[Collected data]
---+---

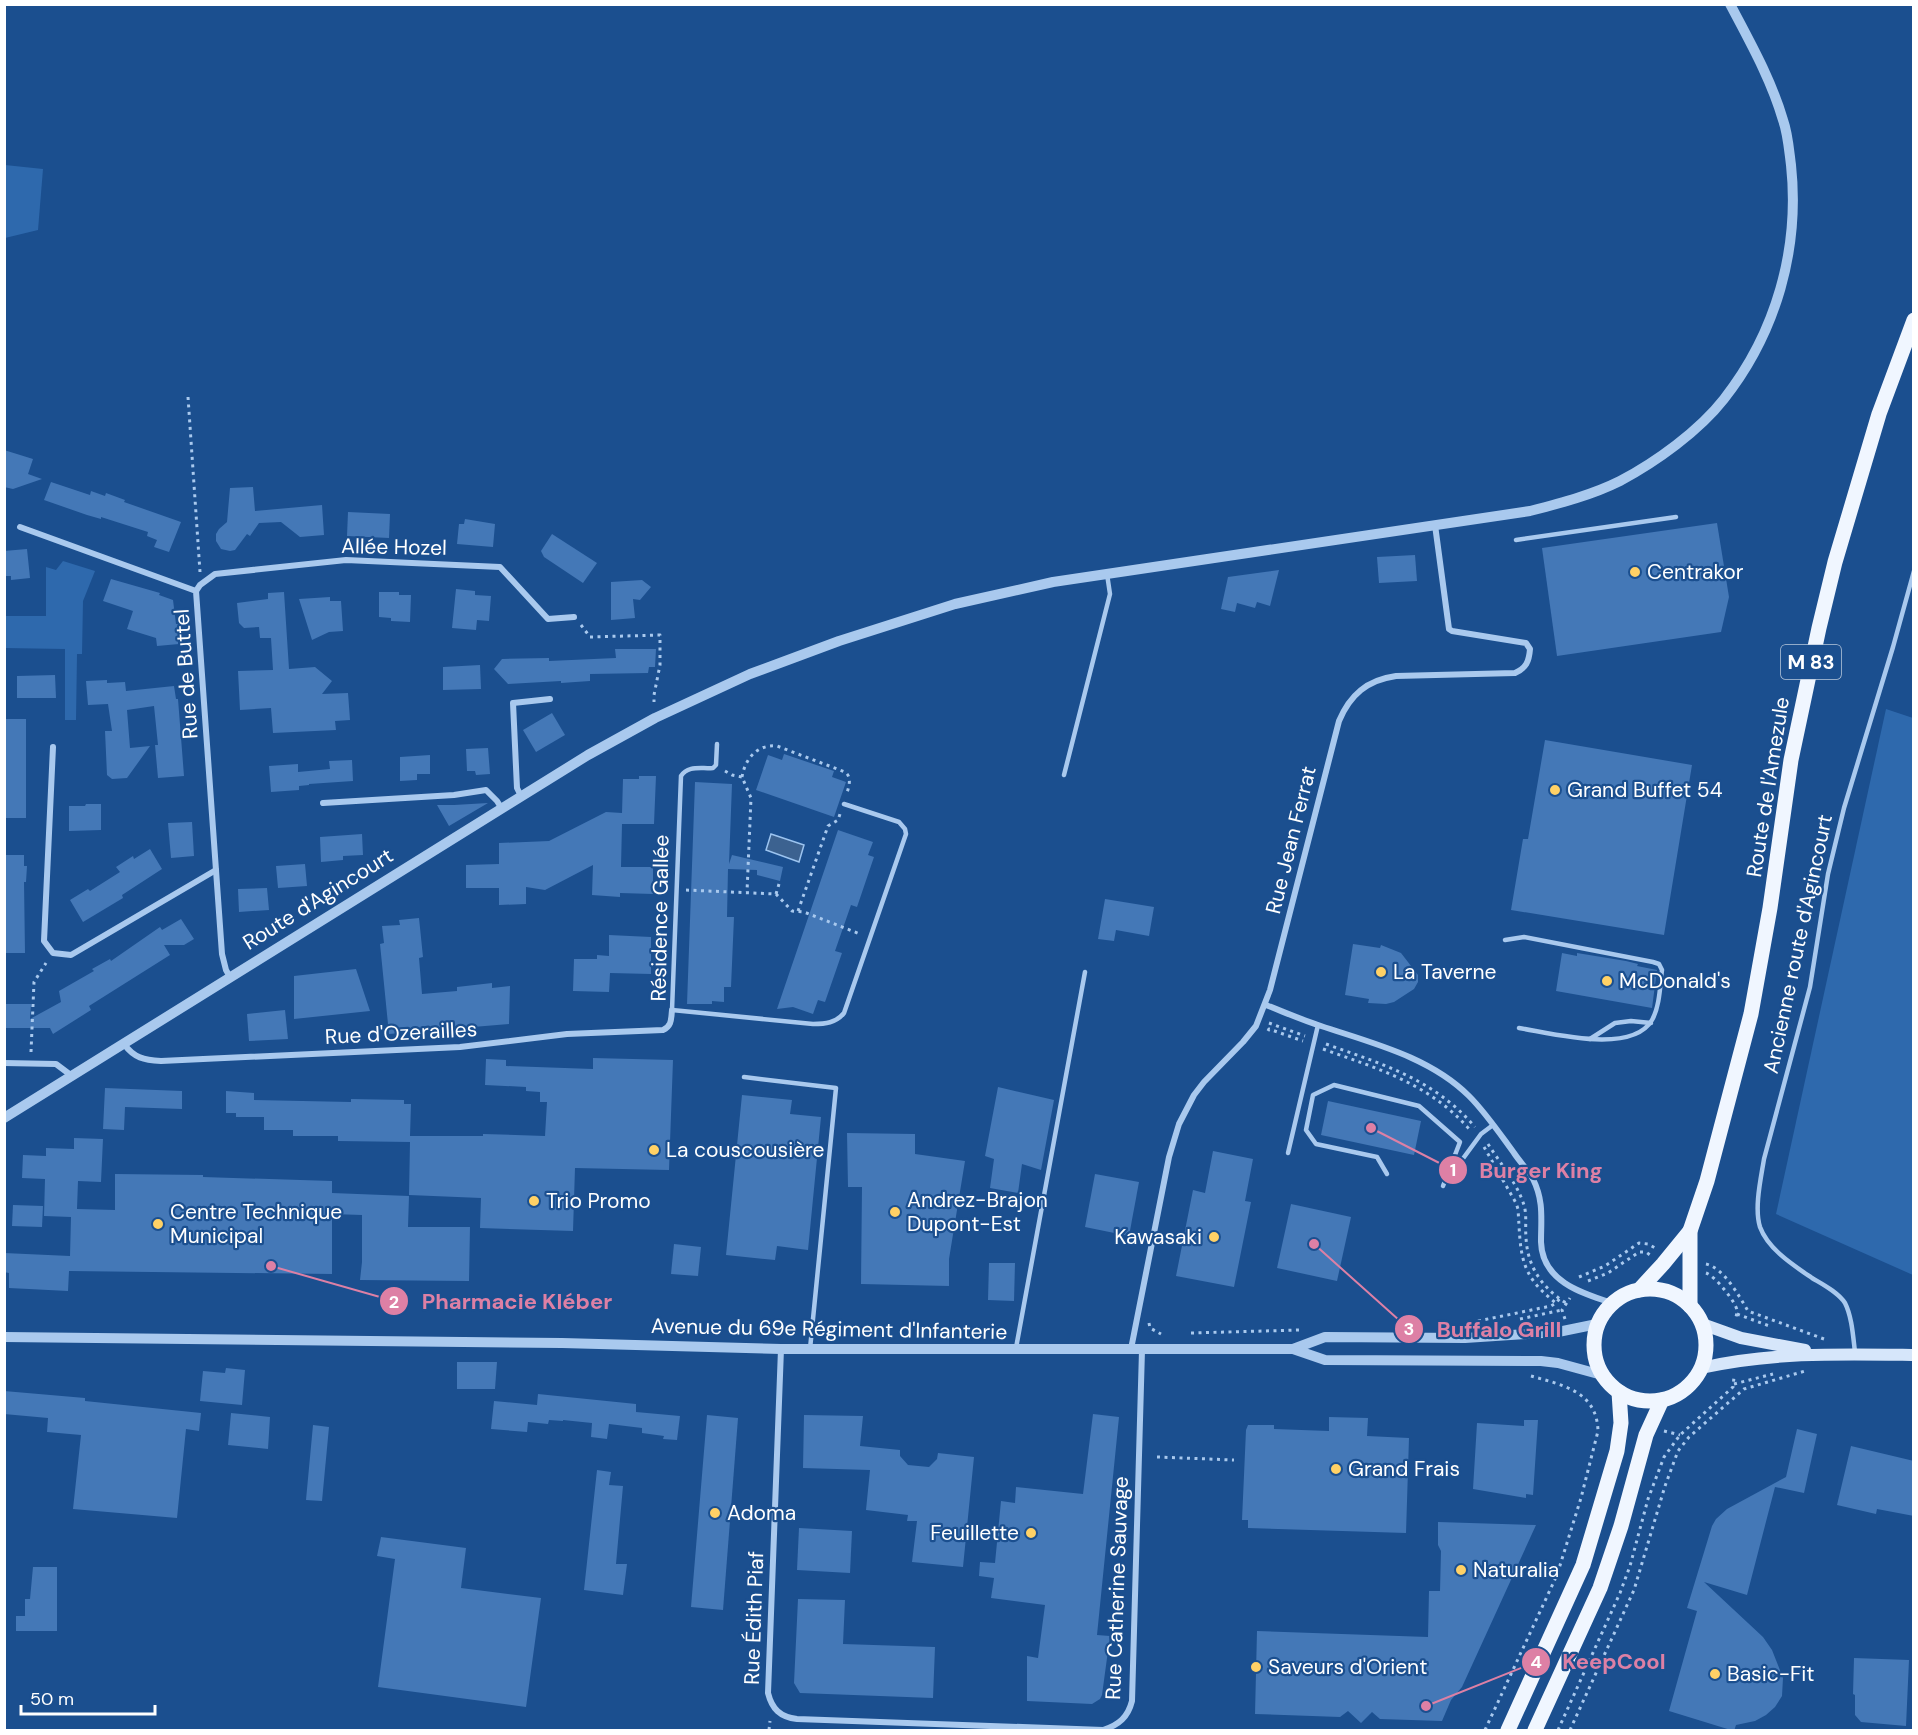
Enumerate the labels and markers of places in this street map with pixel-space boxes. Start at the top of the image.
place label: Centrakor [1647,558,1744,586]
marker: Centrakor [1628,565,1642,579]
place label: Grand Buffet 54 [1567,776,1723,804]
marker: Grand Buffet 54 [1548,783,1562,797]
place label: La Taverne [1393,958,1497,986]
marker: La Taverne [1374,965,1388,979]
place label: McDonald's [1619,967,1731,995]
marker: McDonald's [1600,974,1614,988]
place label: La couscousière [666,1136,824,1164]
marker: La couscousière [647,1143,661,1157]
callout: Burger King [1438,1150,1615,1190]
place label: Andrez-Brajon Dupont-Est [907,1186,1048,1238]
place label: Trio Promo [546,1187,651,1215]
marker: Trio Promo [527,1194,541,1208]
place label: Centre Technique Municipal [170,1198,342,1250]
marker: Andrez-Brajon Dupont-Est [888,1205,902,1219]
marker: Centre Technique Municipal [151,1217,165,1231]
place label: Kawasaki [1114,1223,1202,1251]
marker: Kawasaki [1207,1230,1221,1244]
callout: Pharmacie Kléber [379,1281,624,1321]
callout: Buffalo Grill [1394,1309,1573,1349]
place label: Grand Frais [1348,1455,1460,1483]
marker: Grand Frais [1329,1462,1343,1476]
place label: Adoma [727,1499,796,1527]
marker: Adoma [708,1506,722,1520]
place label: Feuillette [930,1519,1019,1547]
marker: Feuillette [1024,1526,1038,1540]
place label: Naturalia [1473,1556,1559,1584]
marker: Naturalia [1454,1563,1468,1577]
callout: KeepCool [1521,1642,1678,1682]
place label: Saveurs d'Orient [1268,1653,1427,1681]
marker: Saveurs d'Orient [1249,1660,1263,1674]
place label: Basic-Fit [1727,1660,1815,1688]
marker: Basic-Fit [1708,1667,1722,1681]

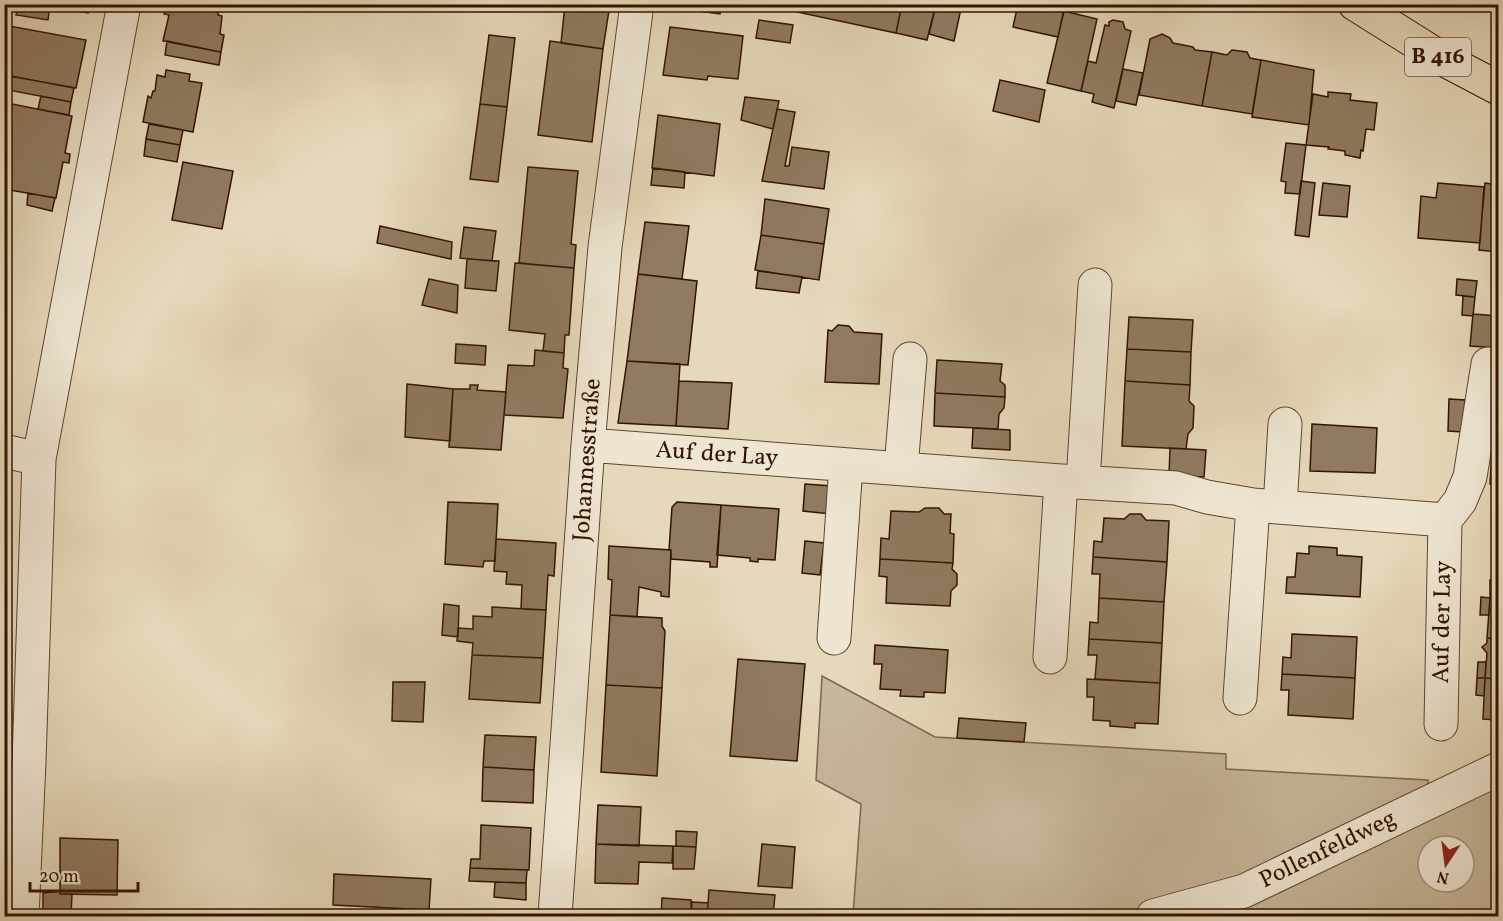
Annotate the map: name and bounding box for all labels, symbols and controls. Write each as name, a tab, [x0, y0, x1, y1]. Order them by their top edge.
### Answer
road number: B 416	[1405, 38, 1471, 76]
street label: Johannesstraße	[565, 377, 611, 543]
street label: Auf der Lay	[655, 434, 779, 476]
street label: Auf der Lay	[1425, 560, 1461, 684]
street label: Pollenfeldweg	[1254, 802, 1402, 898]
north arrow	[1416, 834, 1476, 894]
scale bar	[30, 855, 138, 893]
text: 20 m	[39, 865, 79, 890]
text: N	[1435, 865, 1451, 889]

---+---

Lines from the one holding "Annotate the map: name" to the last line of the records: return these exactly, and only these.

Annotate the map: name and bounding box for all labels, symbols and controls. Write each as name, a tab, [x0, y0, x1, y1]. Order them by their top edge.
### Answer
road number: B 416	[1405, 38, 1471, 76]
street label: Johannesstraße	[565, 377, 611, 543]
street label: Auf der Lay	[655, 434, 779, 476]
street label: Auf der Lay	[1425, 560, 1461, 684]
street label: Pollenfeldweg	[1254, 802, 1402, 898]
north arrow	[1416, 834, 1476, 894]
scale bar	[30, 855, 138, 893]
text: 20 m	[39, 865, 79, 890]
text: N	[1435, 865, 1451, 889]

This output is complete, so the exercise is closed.